That intensity can be turned to advantage. Many of those in prison have become disconnected from the community and alienated from a sense of mutuality with the wider society. Artmaking is a process. The self‑reflection and criticality that it demands can change how one sees the world and understands one’s place within it. But art has also become entangled in notions of leisure and luxury, especially when viewed through a neoliberal lens.
As the Anglophone West becomes increasingly atomised, focusing on the self tends to make societies less compassionate towards the situation of others and failures become characterised as personal rather than systemic weaknesses. In many cases, the retributive response to offenders waxes, at the same time the systemic and contextual contributing factors of crime multiply. This is something recognised in countries such as Norway and the Netherlands, where crime is considered a societal rather than just an individual responsibility; where offenders are understood as people who need help. The focus is on restorative processes that encourage the individual to understand the impact of their crime while maintaining and developing family and community connection.
While recidivism rates in Australia are as high as sixty per cent—with forty‑eight per cent of convicted offenders in NSW returning to prison less than two years after release—in Norway they are twenty per cent and in the Netherlands only ten per cent. Day points to the Norwegian and Dutch systems, and the value of investing in the rehabilitation of prisoners: “I think to work effectively with people who have done often terrible things you have to be open to the idea of redemption. When people are institutionalised for crime, there is going to be a need to rebuild oneself, and art can contribute to that. We define internal experiences through making art, and through it characterise our intersection with the world. Art is a very generative and animating activity. It enables one to be—and does it in a way that cuts against denials, opening the way to change.
A remedial approach requires a degree of calm in order to reflect and rehabilitate. As Deputy Commissioner Luke Grant acknowledges, “The experience of incarceration can aggravate mental health problems and the artistic process provides a safe and positive way of dealing with problematic feelings and emotions, such as depression and anger.” Consequently, the work of the Boom Gate Gallery team has increasingly focused on the benefits of artmaking in relation to mental health and wellbeing. In 2019, they presented an exhibition of inmate’s work at The Big Anxiety festival, an event which seeks to question and re‑imagine the state of mental health in the 21st century across art and science, and within community experience. Entitled “In Trouble”, the exhibition was accompanied by a catalogue in which inmates wrote about the ways that artmaking had positively influenced their mental health.
There are many reasons why individuals have a desire to make art and, as Day puts it, the role of the Boom Gate team is as “enablers” of that need, in some cases bringing a prisoner “back from the brink of suicide.” Day also notes that, while there may be a desire to make art, creative expression does not always come easy, especially for white inmates who tend to think of artists as “a bit special.” In contrast, she finds that Indigenous artists rarely say, “I’m not creative” and about two thirds of the art sold through the Boom Gate Gallery is Indigenous.
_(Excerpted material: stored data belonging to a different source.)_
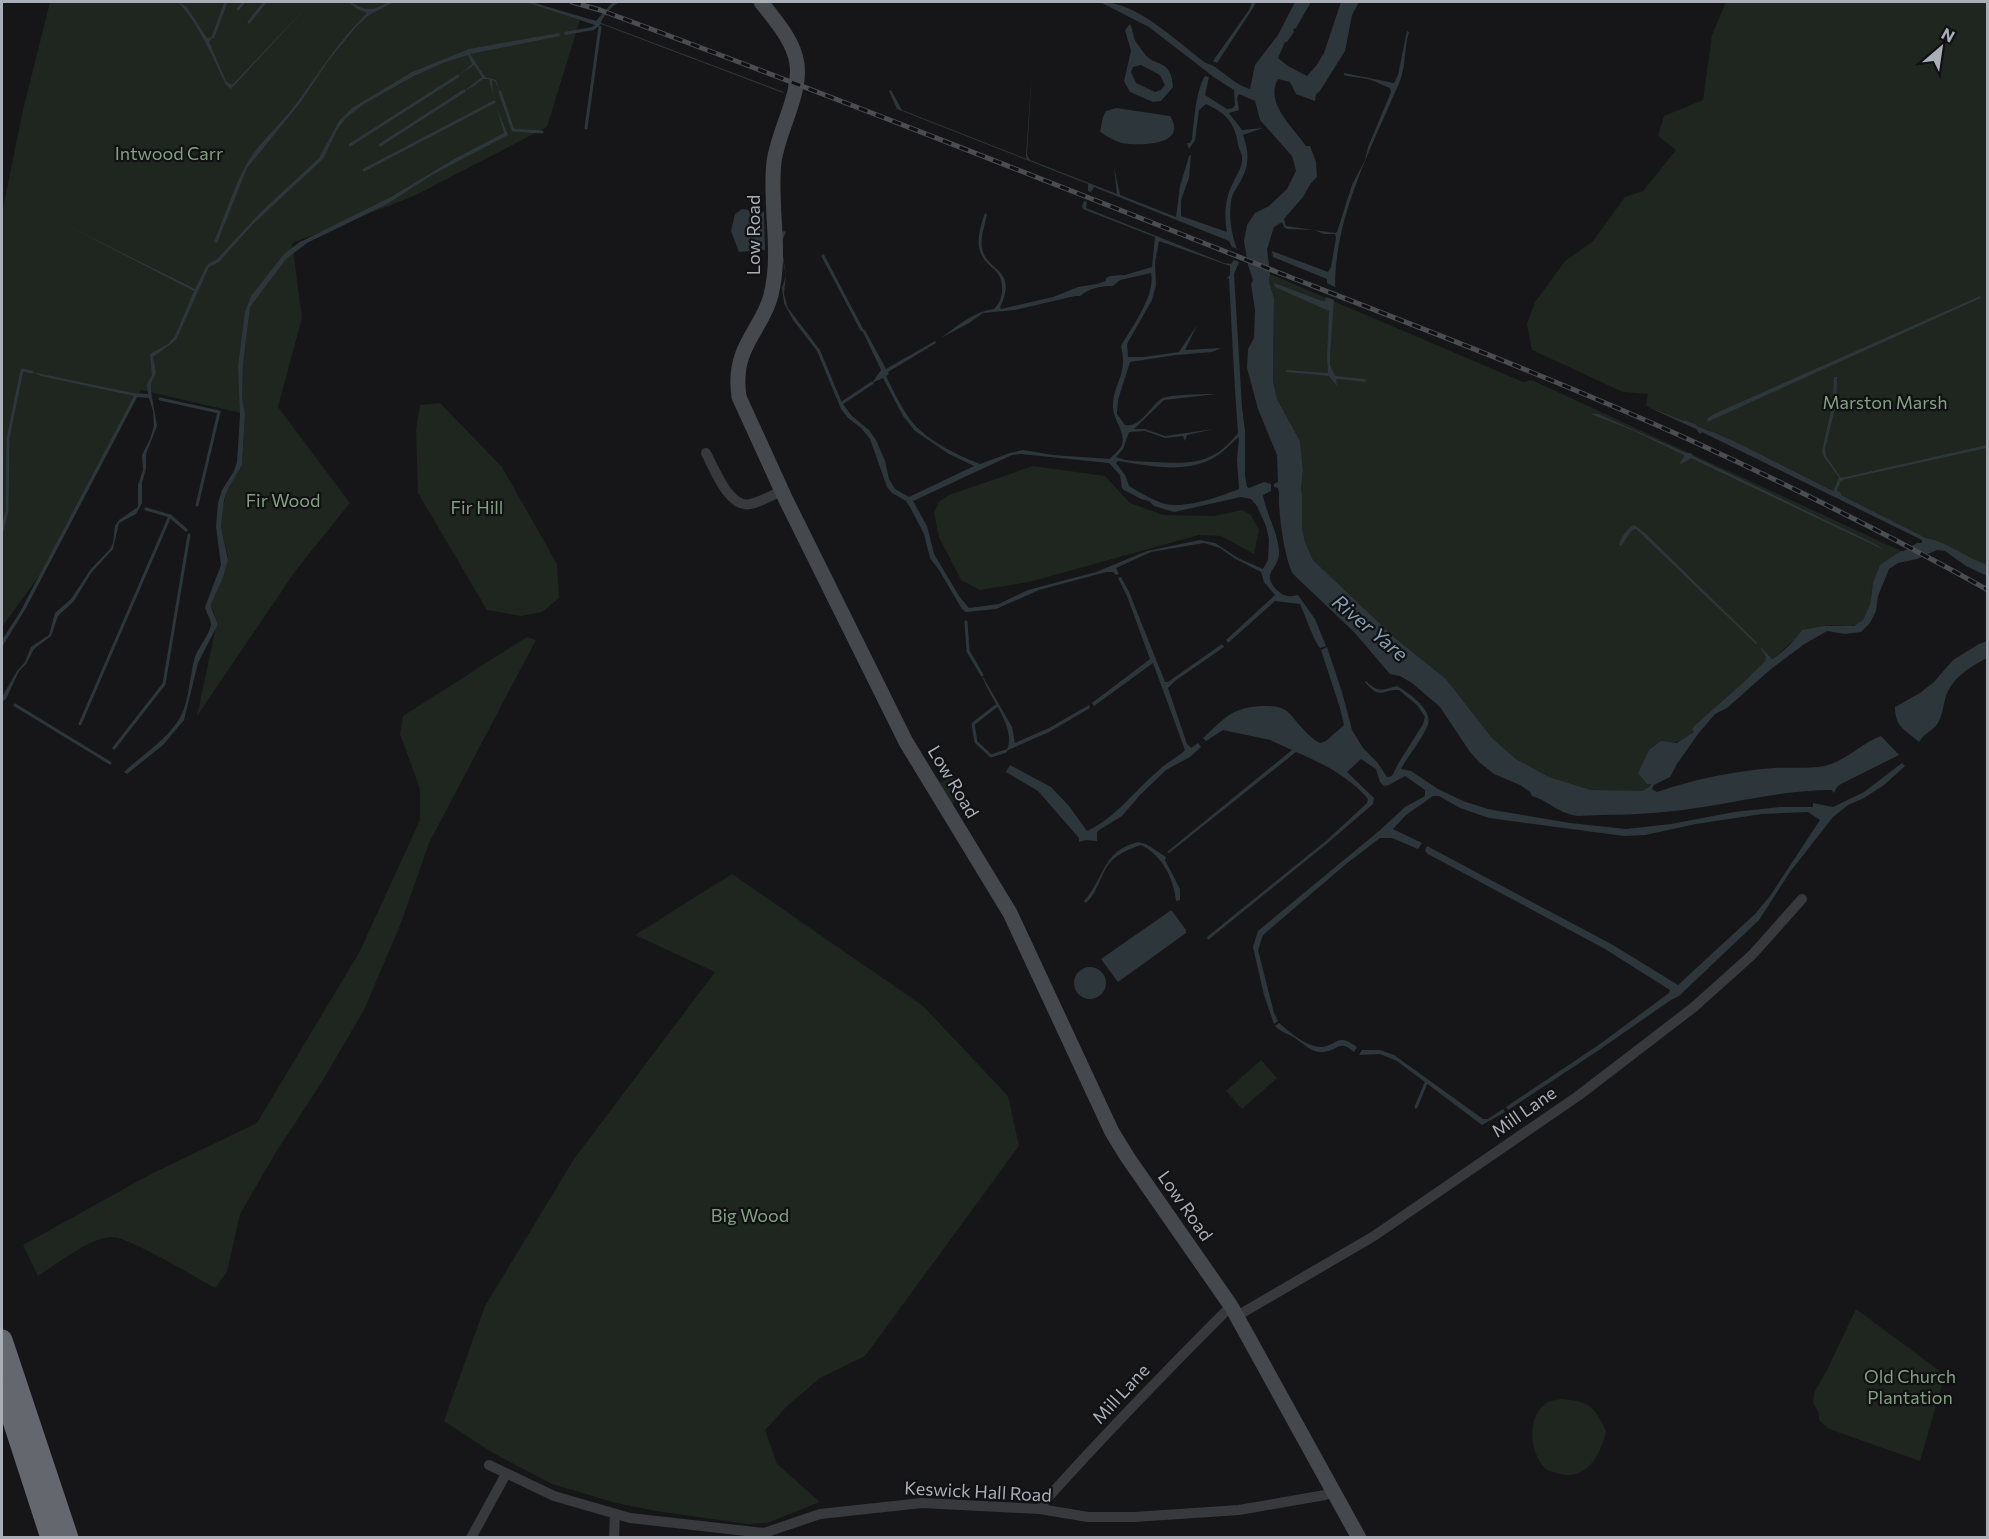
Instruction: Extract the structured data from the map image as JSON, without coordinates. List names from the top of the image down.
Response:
{
  "streets": {
    "street": ["Low Road", "Mill Lane", "Keswick Hall Road"]
  },
  "crossings": [
    ["Low Road", "Mill Lane"],
    ["Low Road", "Keswick Hall Road"],
    ["Mill Lane", "Keswick Hall Road"]
  ],
  "water": ["River Yare"],
  "parks": [
    "Intwood Carr",
    "Marston Marsh",
    "Fir Wood",
    "Fir Hill",
    "Big Wood",
    "Old Church Plantation"
  ],
  "north": "top right"
}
There is less inhibition or reticence. It is a cultural perspective in which, as Dr Day puts it, “Art can just be what you do and how you connect with friends and family.” She has found it to be “such a generous attitude, one that is often lacking in the art world, which is highly competitive.”
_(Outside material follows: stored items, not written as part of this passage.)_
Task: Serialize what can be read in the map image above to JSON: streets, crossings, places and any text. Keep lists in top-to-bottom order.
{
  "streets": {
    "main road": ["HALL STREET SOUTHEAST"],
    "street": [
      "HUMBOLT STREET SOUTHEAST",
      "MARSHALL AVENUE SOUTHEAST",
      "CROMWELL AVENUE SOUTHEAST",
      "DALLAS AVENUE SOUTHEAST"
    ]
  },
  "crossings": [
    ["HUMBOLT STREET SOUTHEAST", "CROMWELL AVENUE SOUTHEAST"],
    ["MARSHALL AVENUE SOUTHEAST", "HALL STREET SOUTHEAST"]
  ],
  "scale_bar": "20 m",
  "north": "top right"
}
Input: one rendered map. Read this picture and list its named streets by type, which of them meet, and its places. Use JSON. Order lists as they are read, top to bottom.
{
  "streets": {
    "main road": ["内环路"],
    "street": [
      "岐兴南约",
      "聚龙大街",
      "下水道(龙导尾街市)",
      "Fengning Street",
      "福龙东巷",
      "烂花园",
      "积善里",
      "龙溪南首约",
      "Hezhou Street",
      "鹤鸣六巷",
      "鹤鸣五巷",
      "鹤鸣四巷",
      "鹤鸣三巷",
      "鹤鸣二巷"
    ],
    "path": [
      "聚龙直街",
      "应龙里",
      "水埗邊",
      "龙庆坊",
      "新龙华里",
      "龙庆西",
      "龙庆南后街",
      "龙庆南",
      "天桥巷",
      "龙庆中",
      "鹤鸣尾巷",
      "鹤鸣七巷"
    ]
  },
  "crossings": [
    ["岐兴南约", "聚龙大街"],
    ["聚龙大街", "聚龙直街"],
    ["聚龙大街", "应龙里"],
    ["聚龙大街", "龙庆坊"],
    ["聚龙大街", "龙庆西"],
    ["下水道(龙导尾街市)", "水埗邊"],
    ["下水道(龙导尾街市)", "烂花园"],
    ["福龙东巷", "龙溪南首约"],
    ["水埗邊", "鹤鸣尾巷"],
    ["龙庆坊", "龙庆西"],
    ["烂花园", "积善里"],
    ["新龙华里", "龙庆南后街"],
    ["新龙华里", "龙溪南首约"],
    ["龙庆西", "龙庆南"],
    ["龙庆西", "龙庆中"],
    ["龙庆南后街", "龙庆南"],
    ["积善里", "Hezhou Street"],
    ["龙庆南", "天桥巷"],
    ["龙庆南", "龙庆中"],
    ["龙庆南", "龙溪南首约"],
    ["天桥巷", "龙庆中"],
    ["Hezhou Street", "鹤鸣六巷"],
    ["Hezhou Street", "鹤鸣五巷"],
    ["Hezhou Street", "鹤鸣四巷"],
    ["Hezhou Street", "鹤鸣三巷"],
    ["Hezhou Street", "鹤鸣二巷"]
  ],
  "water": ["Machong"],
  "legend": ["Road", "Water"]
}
The dislocation of the individual from their community and the resulting sense of alienation can be a significant determinant of criminality. This is especially true for Indigenous Australians whose connection with community and culture has been fractured by colonial and historical abuse. While the over-representation of Indigenous people in Australian prisons has a number of contributing factors, disconnection from culture and the loss of a positive sense of identity are central.
Kent Morris—a Barkindji artist and CEO of The Torch—emphasises how imprisonment can further weaken important connections with family, culture and identity and perpetuate the exclusion and social disadvantage that can lead to crime. The Torch manages the Statewide Indigenous Arts in Prisons and Community program supported under the Victorian Aboriginal Justice Agreement, an agreement which has its roots in the 1991 Royal Commission into Aboriginal Deaths in Custody. In the face of high levels of Indigenous recidivism, and recognising the important role of culture and cultural identity in the processes of rehabilitation for Indigenous offenders, The Torch provides art, cultural, and vocational support for Indigenous offenders both inside prison and following release. For Indigenous prisoners in particular, artmaking can help build a positive and socially integrated sense of identity and the program has a particular focus on helping individuals establish networks and build sustainable pathways back into community life following release. It is, to date, the only program of its kind in Australia.
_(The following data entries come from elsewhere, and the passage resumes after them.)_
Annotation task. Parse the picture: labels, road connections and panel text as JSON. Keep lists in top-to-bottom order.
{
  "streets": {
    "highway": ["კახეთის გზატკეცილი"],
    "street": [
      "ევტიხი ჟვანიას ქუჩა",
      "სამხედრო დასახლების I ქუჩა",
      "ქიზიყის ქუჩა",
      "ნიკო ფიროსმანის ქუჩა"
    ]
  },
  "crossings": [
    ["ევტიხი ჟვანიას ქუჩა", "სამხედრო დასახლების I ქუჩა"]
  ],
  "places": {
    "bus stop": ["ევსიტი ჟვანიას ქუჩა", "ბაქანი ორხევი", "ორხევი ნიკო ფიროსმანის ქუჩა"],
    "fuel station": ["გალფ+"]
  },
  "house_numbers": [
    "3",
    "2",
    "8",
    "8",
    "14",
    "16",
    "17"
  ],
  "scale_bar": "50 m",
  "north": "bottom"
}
From the outset in 2011, the program was designed and developed through direct consultation with the people participating in it. Kent Morris recalls meeting with a group of Indigenous men at Loddon Prison only days after he began working at The Torch. Having explained who he was and why he was there, he asked the men what kind of support they would want from the program. At first there was a long silence, and then, “Uncle Ron asked, ‘Can you tell me my totem?’ After that, the responses came thick and fast. ‘What are our creation stories?’ ‘Can you find photos of my grandparents?’ ‘I want to learn the history of my people and learn my language.’ It was clear that cultural learning was the key. Seven years later, a young man who was in that group, and is now back in the community, rang me to ask if I could send him a Barkindji language dictionary so that he could choose a name for his newborn daughter.”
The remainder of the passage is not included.